NIGERIA presents itself to the world in fascinating contrasts and as a study in unrealised expectations and beckoning greatness frustrated by adversity and self-inflicted wounds. Facebook founder, Mark Zuckerberg, alluded on an optimistic note, to one dimension of the Nigerian paradox when he told a workshop in Lagos last Wednesday that despite the biting economic hardship “after being here, there is no way that this place (Nigeria), doesn’t end up shaping the way things get done around the world.”
It does not appear that Zuckerberg was merely speaking to please his growing clientele in Nigeria; rather, he seemed earnest, echoing statements which several world leaders have made about Nigeria’s manifest destiny. If the country will eventually transit from the current wilderness of deferred greatness to the world stage however, it must get among other things its democratic governance right, by alternating power smoothly between its major parties in free and fair elections. It is in this context that we worry about the looming erasure from the country’s political map of the Peoples Democratic Party (PDP). Of course, it is easy to say good riddance if the PDP expires as a result of external pressure and ongoing bickering, considering its many blemishes. In fact, several politicians and sympathisers of the ruling All Progressives Congress (APC) are already gloating at the travails of the PDP if for no other reason than that it would mean that a major rival has gone into extinction. It is difficult nonetheless for a true democrat to rejoice at the probable emergence of a one-party state, however virtuous that one party is. As this writer suggested in his article, “PDP: An opposition party absent from duty” , democracy is the better and healthier for it when it is served by two major parties, each with roughly equal chances of winning or losing general elections. True, and as some politicians are already strategising, another party may rise up from the ashes of the PDP, but will such a party have the spread and the forte of the imploding PDP?
As known, the gravity of the current fractionalisation of the party is evident in the holding of rival primaries by the two major factions for the forthcoming Ondo State election, suggesting that the schisms are deep and hard to reconcile. Similarly, the crisis has thrown up a plethora of court cases and rival court rulings to the extent that it will be almost impossible to hold a National Convention without one side obtaining an injunction to abort it.
The unravelling of what was once proclaimed as Africa’s largest party, projected to govern the country for 60 years, carries with it a hint of tragedy mutating into farce as one observes the combatants displaying fervour at tackling their opponents without a trace of embarrassment or awareness that both parties in the fray are sealing the doom of their party. This blissful or pretended ignorance reminds one of Prof. Larry Diamond’s comment in his seminal book on Nigeria’s First Republic that when actors driving on a narrow lane show no awareness of the fragile terrain in which they are acting, they provoke a Samson option in which all contending parties face destruction. It is possible of course as some have speculated that one of the disputing parties is merely playing the spoiler with instigation from the ruling party, becoming defiant in order to bring about a mutually assured destruction of the PDP.

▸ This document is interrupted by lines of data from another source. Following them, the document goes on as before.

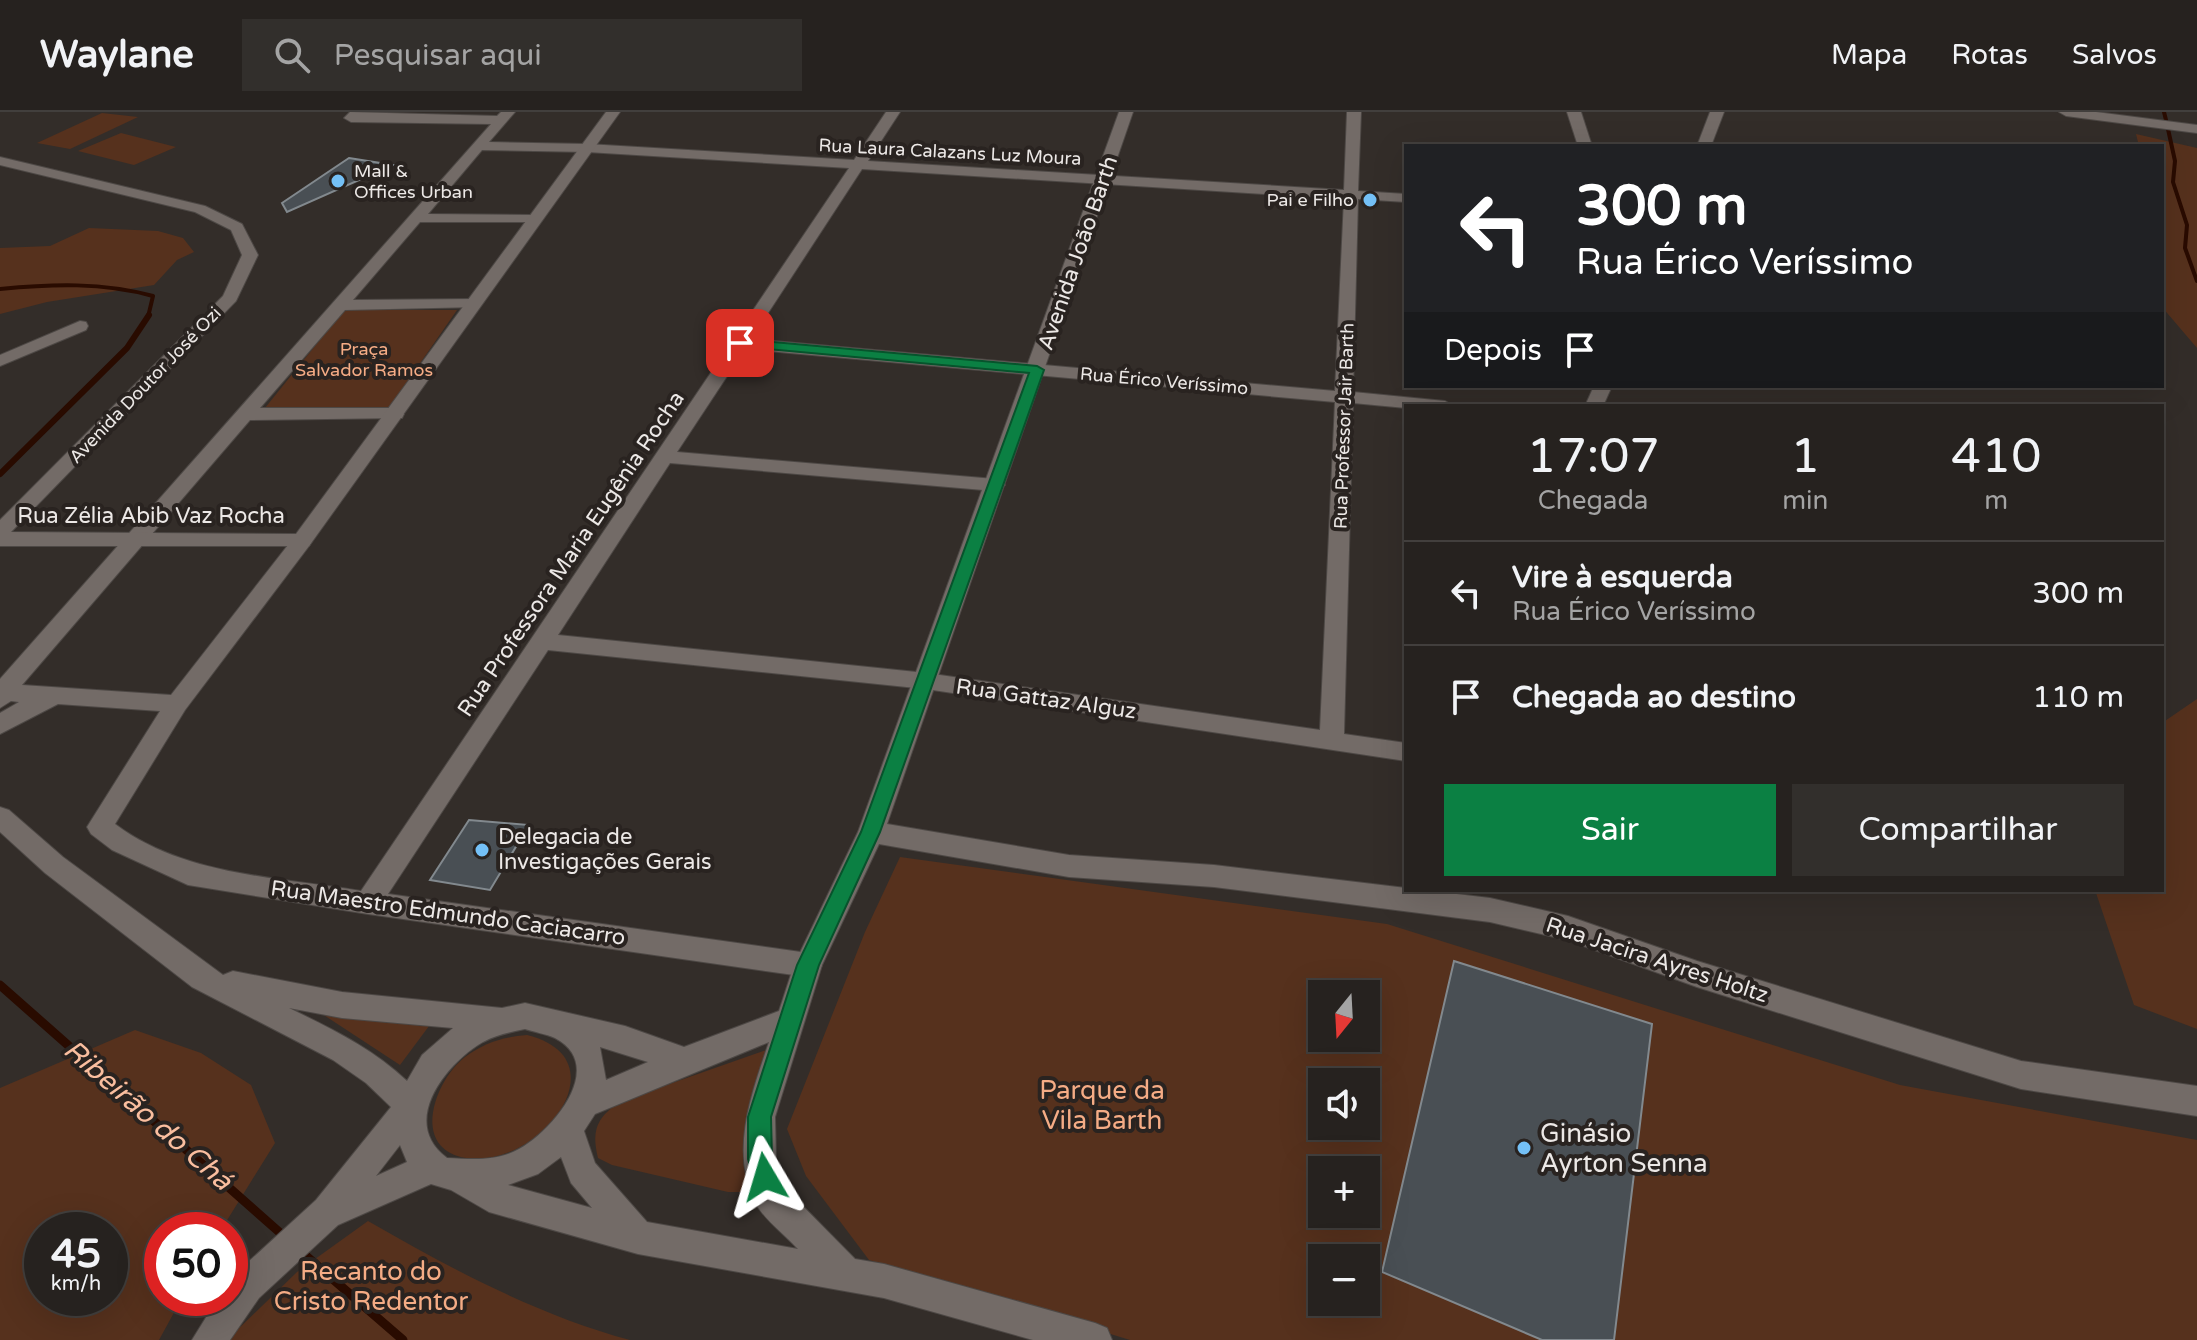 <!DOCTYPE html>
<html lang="pt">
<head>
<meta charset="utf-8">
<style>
	body { margin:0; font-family:"Varela Round",sans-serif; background:#322f2c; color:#f1f3f6; height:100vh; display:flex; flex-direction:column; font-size:30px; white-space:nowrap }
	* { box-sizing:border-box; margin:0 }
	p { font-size:26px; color:#a4a4a4 }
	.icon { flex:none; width:44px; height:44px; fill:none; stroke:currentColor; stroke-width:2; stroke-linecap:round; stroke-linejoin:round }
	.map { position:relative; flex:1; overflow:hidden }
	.side { position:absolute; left:1404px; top:292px; width:760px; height:488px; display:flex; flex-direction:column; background:#26221f; border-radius:0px; box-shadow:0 8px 32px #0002,0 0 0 2px #423f3d }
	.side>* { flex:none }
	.banner { position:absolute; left:1404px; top:32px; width:760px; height:244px; border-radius:0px; box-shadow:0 8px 32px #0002,0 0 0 2px #423f3d; background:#202124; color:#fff; overflow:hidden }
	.needle { width:52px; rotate:198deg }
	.fabs { position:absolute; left:1308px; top:868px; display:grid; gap:16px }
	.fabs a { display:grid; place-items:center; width:72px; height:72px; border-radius:0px; background:#26221f; box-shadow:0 8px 32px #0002,0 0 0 2px #423f3d; font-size:40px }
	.speed { position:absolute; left:24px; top:1100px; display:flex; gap:16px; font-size:40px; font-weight:700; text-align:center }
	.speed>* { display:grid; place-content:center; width:104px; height:104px; border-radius:50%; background:#26221f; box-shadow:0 8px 32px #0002,0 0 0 2px #423f3d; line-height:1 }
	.speed small { font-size:20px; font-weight:400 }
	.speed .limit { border:12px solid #d22; background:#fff; color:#111 }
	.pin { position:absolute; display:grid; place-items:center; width:68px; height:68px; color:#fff; margin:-34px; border-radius:16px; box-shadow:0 4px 12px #0006 }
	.me { position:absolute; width:88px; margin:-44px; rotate:353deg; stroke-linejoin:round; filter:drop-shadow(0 0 6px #0008) }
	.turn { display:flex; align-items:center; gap:28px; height:168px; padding:0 40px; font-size:36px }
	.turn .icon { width:104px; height:104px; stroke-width:2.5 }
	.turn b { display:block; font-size:56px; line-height:68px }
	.then { display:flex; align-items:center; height:76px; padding:0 40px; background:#0003; gap:16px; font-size:30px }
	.eta { display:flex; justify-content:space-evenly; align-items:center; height:136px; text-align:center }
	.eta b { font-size:48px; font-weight:600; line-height:56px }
	.action { display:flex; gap:16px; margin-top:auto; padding:16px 40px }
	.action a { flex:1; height:92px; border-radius:0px; background:#0b8043; color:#fff; font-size:32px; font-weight:600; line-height:92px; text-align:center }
	.action a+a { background:#322f2c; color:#f1f3f6 }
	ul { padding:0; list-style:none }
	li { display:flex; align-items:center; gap:24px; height:104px; padding:0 40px; border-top:2px solid #423f3d }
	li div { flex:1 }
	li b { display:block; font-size:30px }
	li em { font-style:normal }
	header { display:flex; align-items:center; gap:48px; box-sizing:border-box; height:112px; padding:0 40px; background:#26221f; border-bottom:2px solid #423f3d }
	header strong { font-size:38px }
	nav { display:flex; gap:44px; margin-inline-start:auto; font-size:28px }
	.search { width:560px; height:72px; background:#322f2c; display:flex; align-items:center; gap:20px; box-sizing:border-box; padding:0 28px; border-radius:0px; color:#a4a4a4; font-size:30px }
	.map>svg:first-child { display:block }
	.green { fill:#56311d; fill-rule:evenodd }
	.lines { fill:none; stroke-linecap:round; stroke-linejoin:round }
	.stream-far2 { stroke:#290b00; stroke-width:4 }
	.stream-far1 { stroke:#290b00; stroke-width:6 }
	.stream { stroke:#290b00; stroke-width:9 }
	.building { fill:#494f54; stroke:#82898e; stroke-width:2 }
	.street-casing { stroke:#4d4845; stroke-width:2 }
	.secondary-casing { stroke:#4d4845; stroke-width:2 }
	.street { fill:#736b67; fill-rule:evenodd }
	.secondary { fill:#736b67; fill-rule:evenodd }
	.route { fill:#0b8043; stroke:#07532c; stroke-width:2 }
	.poi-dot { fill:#74c0f6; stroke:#292320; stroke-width:3 }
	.labels { text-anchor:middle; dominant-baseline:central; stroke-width:8; stroke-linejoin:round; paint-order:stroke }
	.far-street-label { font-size:18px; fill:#ece8e6; stroke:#292320 }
	.far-poi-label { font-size:18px; fill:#ece8e6; stroke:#292320; text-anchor:start }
	.far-park-label { font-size:18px; fill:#f5ac85; stroke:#292320 }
	.street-label { font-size:22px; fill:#ece8e6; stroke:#292320 }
	.poi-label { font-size:22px; fill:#ece8e6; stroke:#292320; text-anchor:start }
	.near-park-label { font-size:26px; fill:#f5ac85; stroke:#292320 }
	.near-poi-label { font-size:26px; fill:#ece8e6; stroke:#292320; text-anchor:start }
	.near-water-label { font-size:28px; font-style:italic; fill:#fabe9f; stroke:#292320 }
</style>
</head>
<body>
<header>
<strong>Waylane</strong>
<div class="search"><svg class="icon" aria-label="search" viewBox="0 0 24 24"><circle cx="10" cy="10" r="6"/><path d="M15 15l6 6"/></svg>Pesquisar aqui</div>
<nav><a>Mapa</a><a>Rotas</a><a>Salvos</a></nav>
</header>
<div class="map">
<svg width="2197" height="1228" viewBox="0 0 2197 1228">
	<rect width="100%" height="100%" fill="#332d29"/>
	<g class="green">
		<path d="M 102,1 L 138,5 L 70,37 L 37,31 Z"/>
		<path d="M 121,21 L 176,35 L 134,53 L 78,39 Z"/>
		<path d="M 2136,22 L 2197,36 L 2197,236 L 2162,195 L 2162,34 L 2139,34 Z"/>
		<path d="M 89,116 L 158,119 L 183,126 L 194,140 L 177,148 L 154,173 L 47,190 L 0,202 L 0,136 L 50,134 Z"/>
		<path d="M 344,198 L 457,198 L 389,296 L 265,296 Z"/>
		<path d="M 2197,587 L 2197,917 L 2134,893 L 2095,778 L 2162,778 L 2162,611 Z"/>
		<path d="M 900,745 L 1387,812 L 1900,973 L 2197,1028 L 2197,1228 L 1130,1228 L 869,1148 L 806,1064 L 787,1017 L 865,820 ZM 1322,882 L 1366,882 L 1366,926 L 1322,926 ZM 1322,970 L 1366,970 L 1366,1014 L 1322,1014 ZM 1322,1058 L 1366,1058 L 1366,1102 L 1322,1102 ZM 1322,1146 L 1366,1146 L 1366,1190 L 1322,1190 Z"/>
		<path d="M 307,892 L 432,910 L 400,953 Z"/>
		<path d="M 135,918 L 201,941 L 251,973 L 275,1031 L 221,1118 L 162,1118 L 162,1186 L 182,1186 L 159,1228 L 0,1228 L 0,976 ZM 42,1118 L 110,1118 L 110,1186 L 42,1186 Z"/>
		<path d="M 527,923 C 624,947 540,1057 466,1046 C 410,1037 434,969 465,945 C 484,931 503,925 527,923 Z"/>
		<path d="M 769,937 L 747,1080 L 728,1080 L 612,1053 L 598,1046 C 591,1018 597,1005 621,989 Z"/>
		<path d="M 368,1109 C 451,1157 538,1203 630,1228 L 230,1228 L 233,1222 L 297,1160 Z"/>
	</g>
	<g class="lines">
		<g class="stream-far2">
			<path d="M 2164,0 L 2166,8"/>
			<path d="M 2168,17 L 2175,49 L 2173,70 L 2187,113 L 2185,136 L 2197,169"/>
			<path d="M 0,177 C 52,172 102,170 153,184 L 148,205"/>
		</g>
		<path class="stream-far1" d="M 0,362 L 127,236 L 149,203"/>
		<g class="stream">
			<path d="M 0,873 L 286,1126"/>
			<path d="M 298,1137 L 403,1228"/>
		</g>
	</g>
	<g class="building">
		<path d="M 349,46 L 393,53 L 287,100 L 282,91 Z"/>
		<path d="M 469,708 L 529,713 L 490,778 L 430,768 Z"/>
		<path d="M 1454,849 L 1652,912 L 1614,1228 L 1542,1228 L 1382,1160 Z"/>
	</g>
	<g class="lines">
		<defs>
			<g id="street">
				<path d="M 350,0 L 497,4 L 501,0 L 515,0 L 489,30 L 587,32 L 854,48 L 886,0 L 900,0 L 868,49 L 1344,78 L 1347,0 L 1361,0 L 1358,79 L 1406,82 L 1406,90 L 1358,87 L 1353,280 L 1445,289 L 1454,294 L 1406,296 L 1353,291 L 1344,622 L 1406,631 L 1406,649 L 926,577 L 548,538 L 388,782 L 808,841 L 818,844 L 822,853 L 818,862 L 808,865 L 368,802 L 188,773 L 112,738 L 91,722 L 87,715 L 160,599 L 58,592 L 0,622 L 0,601 L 19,590 L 11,589 L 0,596 L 0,567 L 491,12 L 351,10 L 344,6 ZM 482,38 L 587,40 L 849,56 L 361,779 C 279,765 184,764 115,712 L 185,598 L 309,434 L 312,429 L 309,424 L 295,424 L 171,583 L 22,573 L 250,308 L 402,306 L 404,302 L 395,296 L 260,296 L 345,198 L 479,195 L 481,192 L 479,189 L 473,187 L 353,188 L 420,110 L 538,110 L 538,104 L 533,103 L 428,102 ZM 862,57 L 1344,87 L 1335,279 L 751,227 ZM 745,237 L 1335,290 L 1320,618 L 926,561 L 558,523 L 670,351 L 995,379 L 1005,373 L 995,367 L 677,340 Z"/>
				<path d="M 1567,0 L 1581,0 L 1592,34 L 1578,34 Z"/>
				<path d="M 1710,0 L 1724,0 L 1711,34 L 1697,34 Z"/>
				<path d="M 2059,0 L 2096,0 L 2197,13 L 2197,21 L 2066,4 Z"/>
				<path d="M 80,209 L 86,210 L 88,214 L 86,218 L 0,254 L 0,243 Z"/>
				<path d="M 1594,274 L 1612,274 L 1603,294 L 1585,294 Z"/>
			</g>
			<g id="secondary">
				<path d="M 606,0 L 620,0 L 309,434 L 0,434 L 0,408 L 223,184 L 242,143 L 231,118 L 195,100 L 0,53 L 0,45 L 205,94 L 242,112 L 258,143 L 236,189 L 11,420 L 296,422 Z"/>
				<path d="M 1119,0 L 1133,0 L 887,712 L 1069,743 L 1214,753 L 1490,786 L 1568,804 L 1697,849 L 2021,949 L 2197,974 L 2197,1004 L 2021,977 L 1697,875 L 1567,828 L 1490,810 L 1214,775 L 1069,765 L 879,732 L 822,853 L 775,1005 L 776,1047 L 783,1074 L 855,1147 L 884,1152 L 1095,1211 L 1107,1216 L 1112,1228 L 1033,1228 L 884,1186 L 638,1142 L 489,1100 L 451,1078 L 431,1072 L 338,1113 L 259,1186 L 230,1228 L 192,1228 L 218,1186 L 230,1186 L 230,1169 L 235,1162 L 316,1088 L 391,995 L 366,971 L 333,948 L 192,875 L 45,761 L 0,720 L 0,695 L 9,698 L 63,745 L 223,863 L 233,859 L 342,880 L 502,896 L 525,891 L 625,914 L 684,935 L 779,899 L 794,853 L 858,720 ZM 289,896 L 342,906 L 453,916 L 422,943 L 407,969 C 372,936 332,917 289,896 ZM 525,917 C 534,920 546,922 555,926 C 608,954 552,1019 519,1037 C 496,1050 472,1047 447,1046 C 399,1011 445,952 483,930 C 496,923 510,920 525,917 ZM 769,930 C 752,981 729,1039 756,1092 C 765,1108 785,1123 798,1137 L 647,1110 L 595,1051 L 584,1019 L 595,1002 ZM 600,935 L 648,950 L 606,968 ZM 400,1033 L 407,1050 L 376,1064 ZM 561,1045 L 571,1071 L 592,1096 L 508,1073 L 538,1062 Z"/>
			</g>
		</defs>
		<use href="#street" class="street-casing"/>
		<use href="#secondary" class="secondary-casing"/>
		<use href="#street" class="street"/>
		<use href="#secondary" class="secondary"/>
	</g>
	<path class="route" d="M 740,227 L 1037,254 L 1044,258 L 880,720 L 819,853 L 771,1005 L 772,1047 L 777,1065 L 773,1074 L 765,1077 L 756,1074 L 748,1047 L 748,1005 L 797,853 L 861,720 L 1029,261 L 735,234 L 735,228 Z"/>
	<g class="poi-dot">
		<circle cx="338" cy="69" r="8"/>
		<circle cx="1370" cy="88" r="8"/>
		<circle cx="482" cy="738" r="8"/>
		<circle cx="1524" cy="1036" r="8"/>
	</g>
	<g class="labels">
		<g class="far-street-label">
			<text transform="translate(950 40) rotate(3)">Rua Laura Calazans Luz Moura</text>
			<text transform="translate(1164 269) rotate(5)">Rua Érico Veríssimo</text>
			<text transform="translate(145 273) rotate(-46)">Avenida Doutor José Ozi</text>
			<text transform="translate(1344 314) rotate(-88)">Rua Professor Jair Barth</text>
		</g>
		<g class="far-poi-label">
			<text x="354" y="59">Mall &amp;<tspan x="354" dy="21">Offices Urban</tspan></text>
			<text x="1354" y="88" text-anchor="end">Pai e Filho</text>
		</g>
		<g class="far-park-label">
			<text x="364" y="237">Praça<tspan x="364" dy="21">Salvador Ramos</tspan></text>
		</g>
		<g class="street-label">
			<text transform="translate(1078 141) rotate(-71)">Avenida João Barth</text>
			<text x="151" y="404">Rua Zélia Abib Vaz Rocha</text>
			<text transform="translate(571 442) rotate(-56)">Rua Professora Maria Eugênia Rocha</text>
			<text transform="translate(1046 587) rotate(8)">Rua Gattaz Alguz</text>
			<text transform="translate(448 801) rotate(8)">Rua Maestro Edmundo Caciacarro</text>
			<text transform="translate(1657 848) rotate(18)">Rua Jacira Ayres Holtz</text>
		</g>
		<g class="poi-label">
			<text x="498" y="725">Delegacia de<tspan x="498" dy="25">Investigações Gerais</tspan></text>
		</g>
		<g class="near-park-label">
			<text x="1102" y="978">Parque da<tspan x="1102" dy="30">Vila Barth</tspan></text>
			<text x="371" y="1159">Recanto do<tspan x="371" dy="30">Cristo Redentor</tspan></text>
		</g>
		<g class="near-poi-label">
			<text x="1540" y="1021">Ginásio<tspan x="1540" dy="30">Ayrton Senna</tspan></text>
		</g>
		<g class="near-water-label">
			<text transform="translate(148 1003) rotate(41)">Ribeirão do Chá</text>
		</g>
	</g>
</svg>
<div class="fabs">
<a><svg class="needle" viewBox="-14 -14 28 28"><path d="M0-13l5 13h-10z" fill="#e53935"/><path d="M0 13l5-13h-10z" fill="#a4a4a4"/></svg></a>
<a><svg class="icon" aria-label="sound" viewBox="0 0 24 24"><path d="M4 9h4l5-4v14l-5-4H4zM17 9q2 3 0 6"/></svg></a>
<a>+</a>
<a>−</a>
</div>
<div class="speed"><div>45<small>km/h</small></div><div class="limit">50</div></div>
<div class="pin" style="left:740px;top:231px;background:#d93025"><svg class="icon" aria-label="arrive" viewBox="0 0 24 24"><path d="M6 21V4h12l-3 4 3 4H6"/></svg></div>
<svg class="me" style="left:765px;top:1065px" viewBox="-20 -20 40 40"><path d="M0-17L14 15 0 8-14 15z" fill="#0b8043" stroke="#fff" stroke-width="4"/></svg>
<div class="banner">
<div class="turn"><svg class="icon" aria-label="left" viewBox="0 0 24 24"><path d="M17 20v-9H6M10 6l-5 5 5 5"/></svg><div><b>300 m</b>Rua Érico Veríssimo</div></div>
<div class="then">Depois<svg class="icon" aria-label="arrive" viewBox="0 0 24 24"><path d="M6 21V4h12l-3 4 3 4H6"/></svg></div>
</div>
<section class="side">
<div class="eta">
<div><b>17:07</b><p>Chegada</p></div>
<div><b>1</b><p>min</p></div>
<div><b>410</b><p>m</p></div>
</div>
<ul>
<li><svg class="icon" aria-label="left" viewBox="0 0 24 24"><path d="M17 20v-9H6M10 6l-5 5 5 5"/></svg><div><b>Vire à esquerda</b><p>Rua Érico Veríssimo</p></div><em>300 m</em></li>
<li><svg class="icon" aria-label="arrive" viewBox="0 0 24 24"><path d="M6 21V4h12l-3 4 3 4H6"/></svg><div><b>Chegada ao destino</b></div><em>110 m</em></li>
</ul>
<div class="action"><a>Sair</a><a>Compartilhar</a></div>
</section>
</div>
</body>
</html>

It will be unfortunate if the PDP lapses and pushes itself off the national stage because of real and contrived problems. Tensions and conflicts are to be expected in all organisations — large or small; the larger, the more likely they will incubate conflicts. Indeed, some conflicts can be creative if they lead to organisational renewal or bring about an important reformulation of strategies, goals and tactics. There is no hint, however, that the conflicts in the PDP, denaturing and festering, have anything to do with noble visions or ideals that can restart the party. Hence, at a time when Nigerians are in need of an effective opposition to both act as a check on the ruling party and to sign post better days to come, the PDP, or some of its leaders regale themselves with tactical victories obtained at the cost of pushing their party more and more into ruins.
Ordinarily, the statement credited to the Director, New Media of the PDP, Deji Adeyanju, last Thursday to the effect that President Muhammadu Buhari should pay close attention to the economy or resign should have attracted some mileage. But if Buhari wants to be cynical, his spokespersons can ask Adeyanju whether he is speaking for the Ahmed Makarfi faction or the Ali Modu Sheriff faction of the party. In other words, nobody can take seriously a party so divided and which has made political differences of combatants a priority issue. It is possible that the PDP wary of the consequences of their collective abasement and their impact on our fragile democracy will allow common sense to prevail and build bridges across the current divides. If this happens quickly enough, the party may yet be rescued from its current suicidal journey from irrelevance to extinction.
In the unlikely event that the party overcomes its current troubles, it will wobble on as an inconsequential player in the scheme of things. However that goes, our democracy needs a vibrant opposition party to move the country to the next stage of democratic consolidation.
- Olukotun is a professor of political communication.